Every line from the one with "Extract the structured data from this" to the end of the listing below must be printed exactly, with no other text and no pictures.

Top of DATA UNDER STUDY

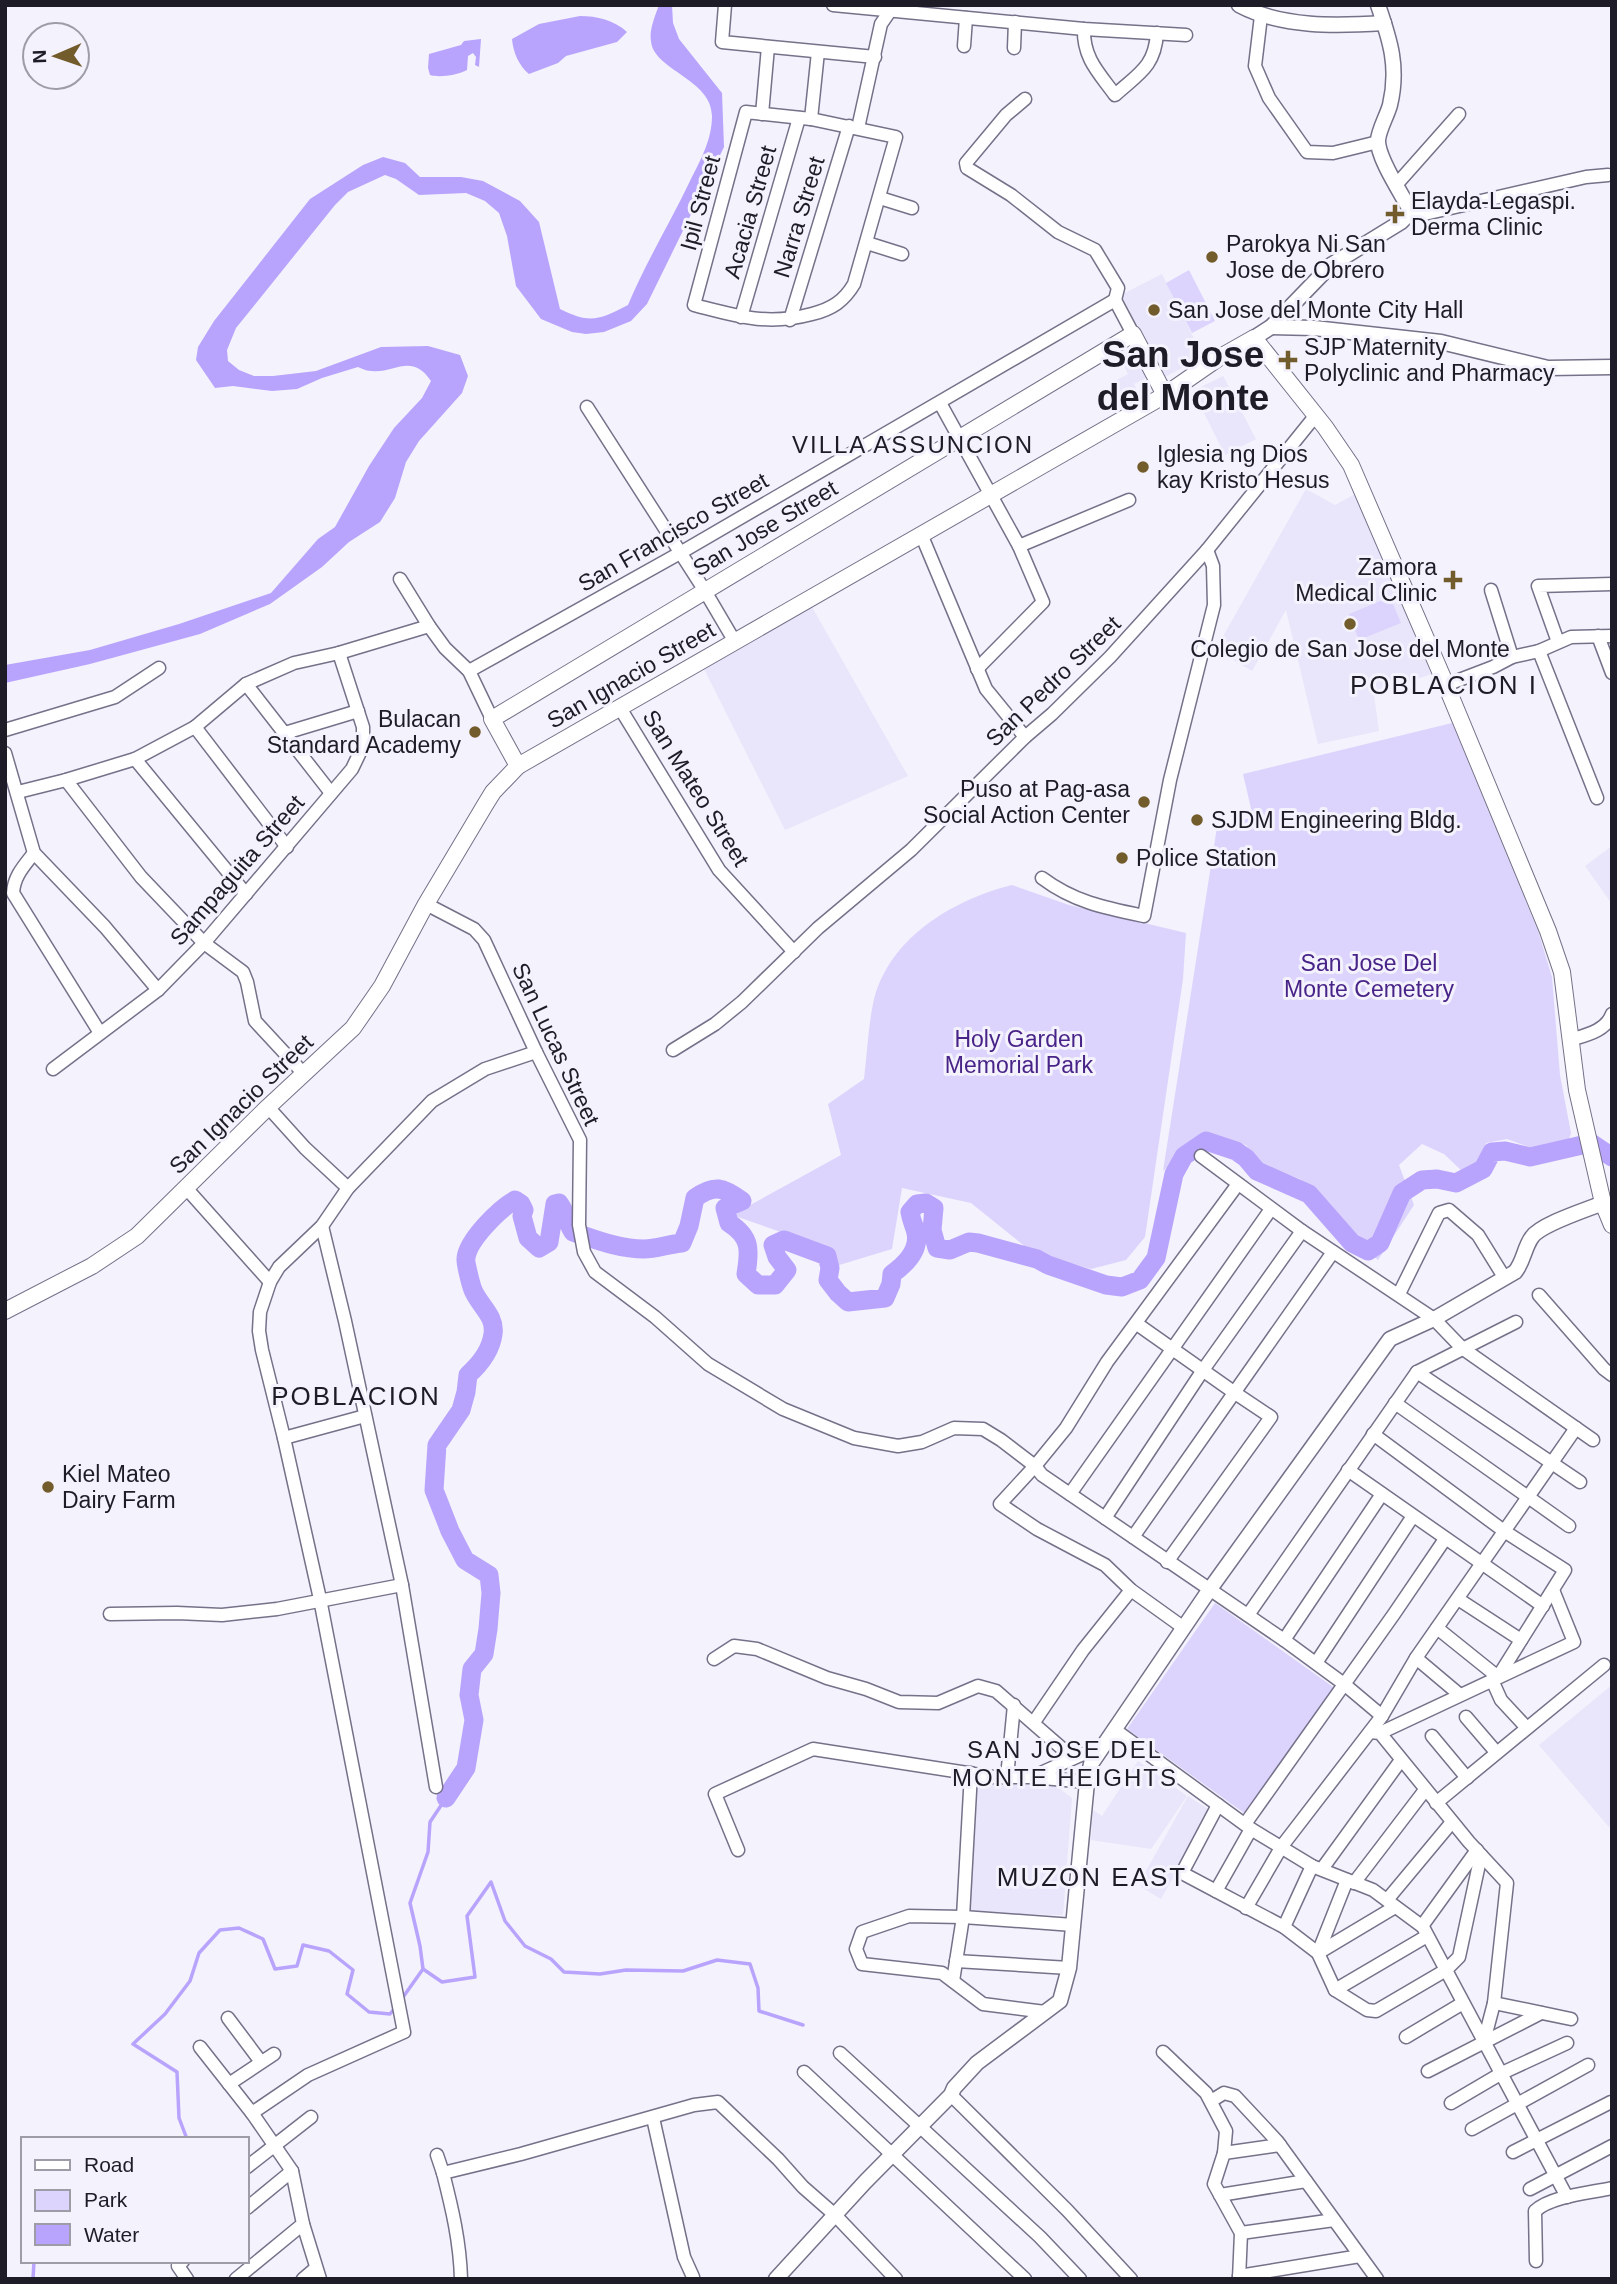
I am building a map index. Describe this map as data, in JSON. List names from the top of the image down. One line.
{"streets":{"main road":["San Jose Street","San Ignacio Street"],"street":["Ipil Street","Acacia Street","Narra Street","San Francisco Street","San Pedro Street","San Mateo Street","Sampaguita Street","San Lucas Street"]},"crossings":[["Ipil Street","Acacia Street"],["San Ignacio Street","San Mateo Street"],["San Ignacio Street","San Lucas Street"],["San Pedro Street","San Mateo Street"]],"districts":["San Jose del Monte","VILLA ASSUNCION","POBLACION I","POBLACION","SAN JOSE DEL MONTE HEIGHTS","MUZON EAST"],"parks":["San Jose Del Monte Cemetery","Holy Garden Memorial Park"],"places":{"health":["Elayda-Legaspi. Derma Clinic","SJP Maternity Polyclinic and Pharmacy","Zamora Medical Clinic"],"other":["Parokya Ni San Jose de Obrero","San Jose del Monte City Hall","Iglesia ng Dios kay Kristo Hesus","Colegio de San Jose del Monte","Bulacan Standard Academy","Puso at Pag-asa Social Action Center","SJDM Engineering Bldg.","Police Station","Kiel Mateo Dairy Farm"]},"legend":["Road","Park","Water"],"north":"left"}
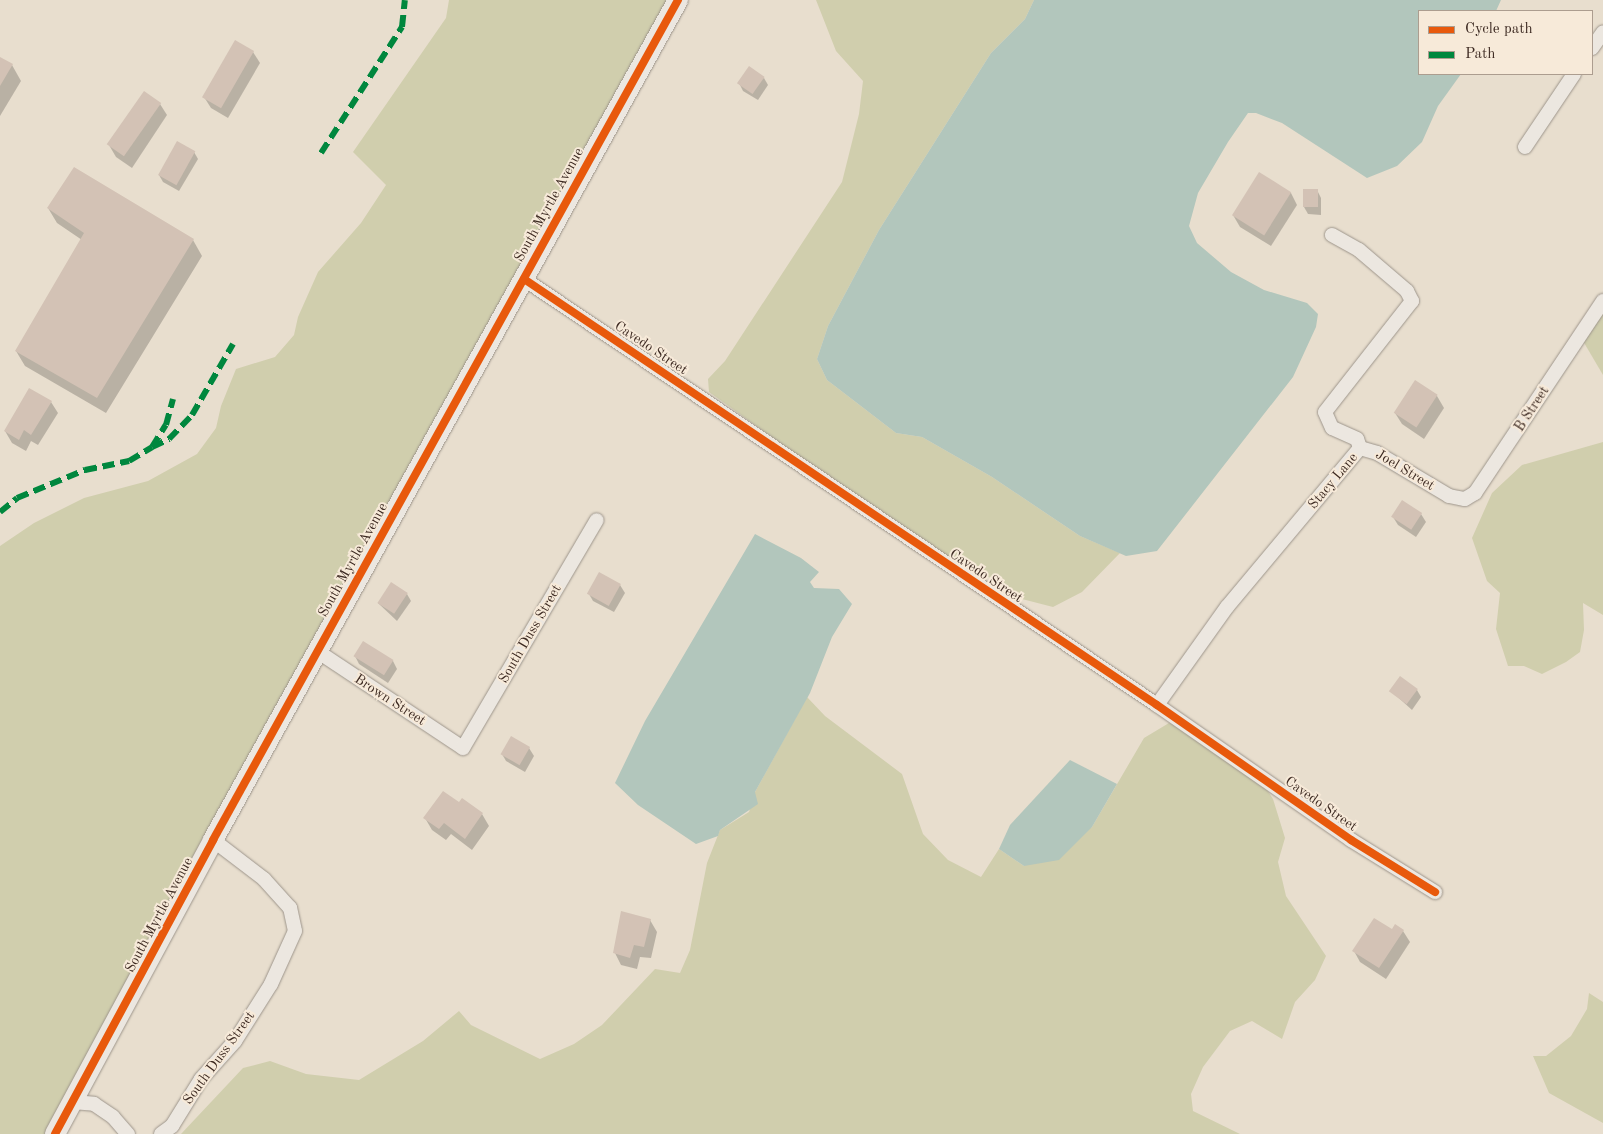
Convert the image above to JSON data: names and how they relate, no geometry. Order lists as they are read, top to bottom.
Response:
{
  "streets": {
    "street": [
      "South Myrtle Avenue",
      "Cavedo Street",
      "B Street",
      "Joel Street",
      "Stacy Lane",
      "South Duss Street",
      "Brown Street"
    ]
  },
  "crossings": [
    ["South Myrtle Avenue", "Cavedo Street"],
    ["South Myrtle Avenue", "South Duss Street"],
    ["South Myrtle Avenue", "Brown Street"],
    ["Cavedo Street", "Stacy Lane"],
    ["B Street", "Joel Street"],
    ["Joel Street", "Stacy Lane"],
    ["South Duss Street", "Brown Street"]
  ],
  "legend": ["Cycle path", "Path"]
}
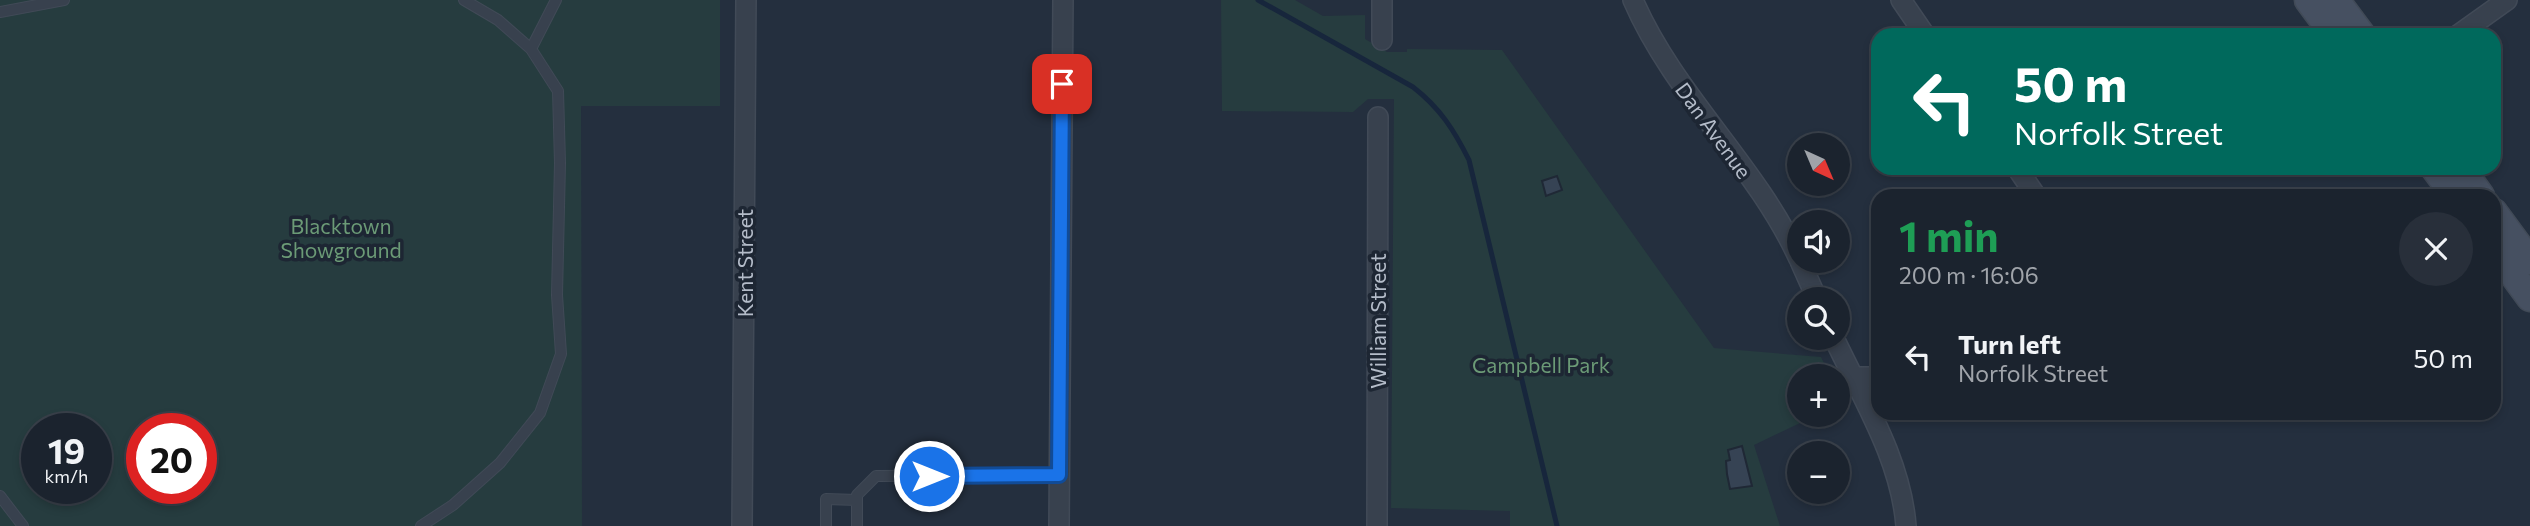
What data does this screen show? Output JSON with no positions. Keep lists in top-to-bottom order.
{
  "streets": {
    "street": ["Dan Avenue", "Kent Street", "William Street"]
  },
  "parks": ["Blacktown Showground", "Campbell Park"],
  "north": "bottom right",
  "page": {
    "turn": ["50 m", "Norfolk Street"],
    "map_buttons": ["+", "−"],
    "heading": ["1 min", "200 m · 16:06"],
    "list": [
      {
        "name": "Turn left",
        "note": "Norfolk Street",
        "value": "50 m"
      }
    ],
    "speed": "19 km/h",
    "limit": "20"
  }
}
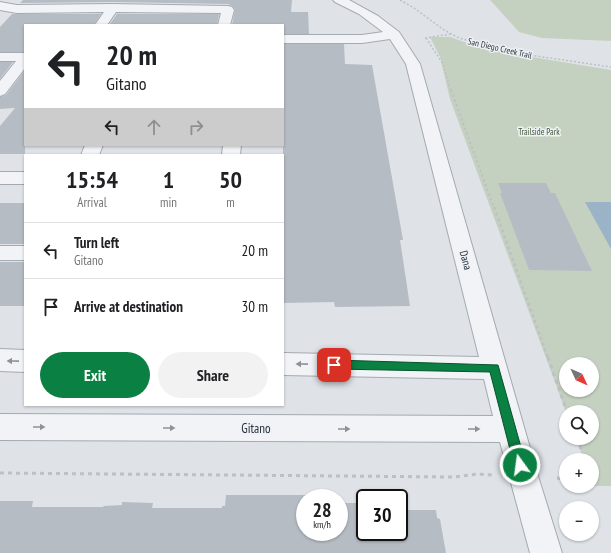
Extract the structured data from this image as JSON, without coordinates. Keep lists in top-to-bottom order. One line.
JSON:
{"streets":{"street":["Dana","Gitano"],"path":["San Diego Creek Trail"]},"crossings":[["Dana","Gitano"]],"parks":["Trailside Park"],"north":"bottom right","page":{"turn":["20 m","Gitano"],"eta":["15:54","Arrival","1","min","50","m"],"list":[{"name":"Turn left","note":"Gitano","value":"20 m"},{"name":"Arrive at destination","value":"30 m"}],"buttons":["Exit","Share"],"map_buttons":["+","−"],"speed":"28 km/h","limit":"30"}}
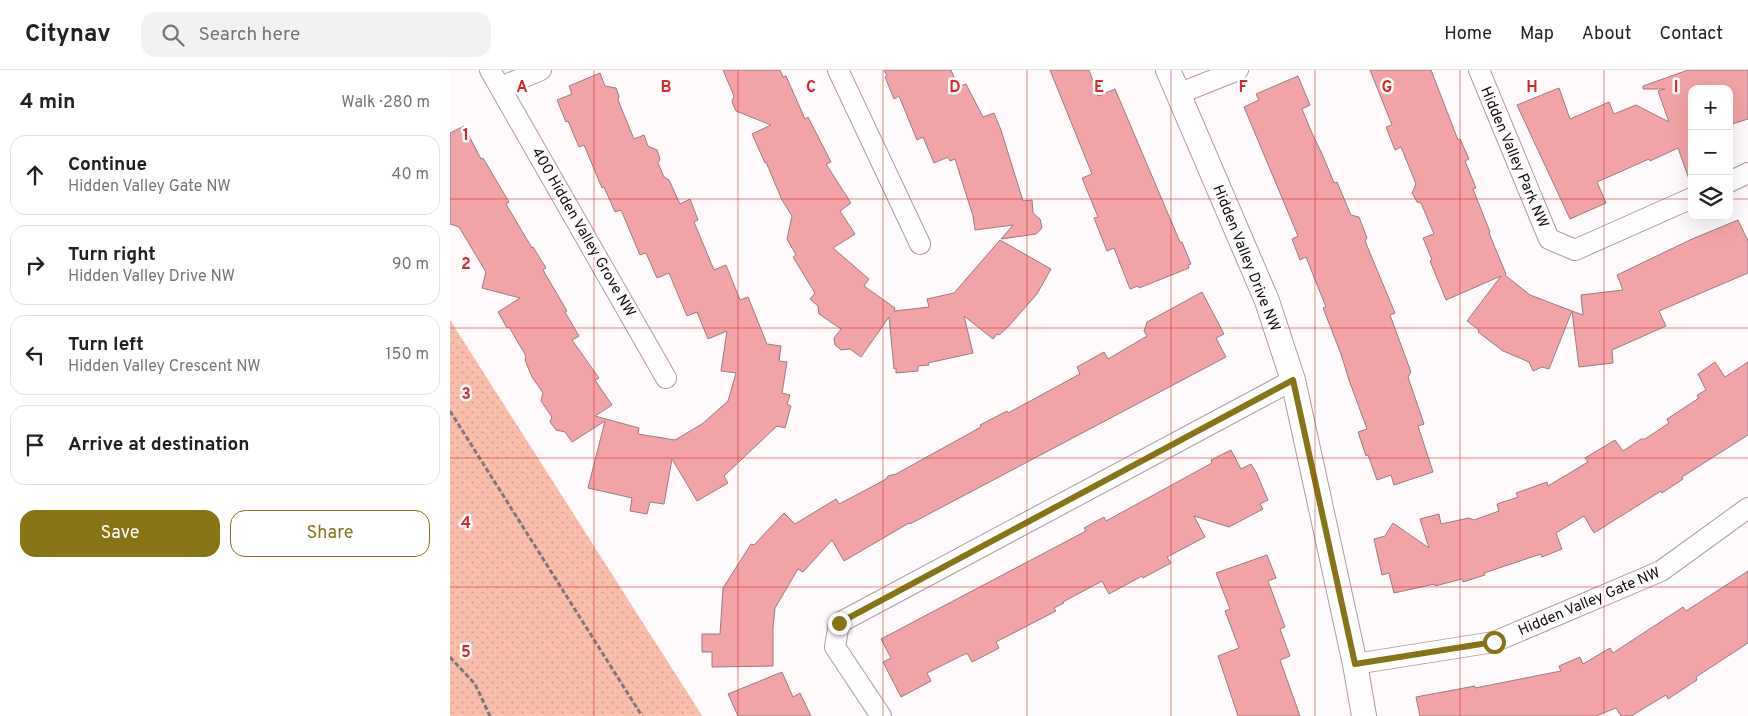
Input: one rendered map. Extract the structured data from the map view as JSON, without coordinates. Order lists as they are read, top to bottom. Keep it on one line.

Bottom of DATA UNDER STUDY

● **EXERCISE OUTPUT**:
Extract the structured data from this image as JSON, without coordinates. Keep lists in top-to-bottom order. One line.
JSON:
{"streets":{"street":["Dana","Gitano"],"path":["San Diego Creek Trail"]},"crossings":[["Dana","Gitano"]],"parks":["Trailside Park"],"north":"bottom right","page":{"turn":["20 m","Gitano"],"eta":["15:54","Arrival","1","min","50","m"],"list":[{"name":"Turn left","note":"Gitano","value":"20 m"},{"name":"Arrive at destination","value":"30 m"}],"buttons":["Exit","Share"],"map_buttons":["+","−"],"speed":"28 km/h","limit":"30"}}
Input: one rendered map. Extract the structured data from the map view as JSON, without coordinates. Order lists as they are read, top to bottom. Keep it on one line.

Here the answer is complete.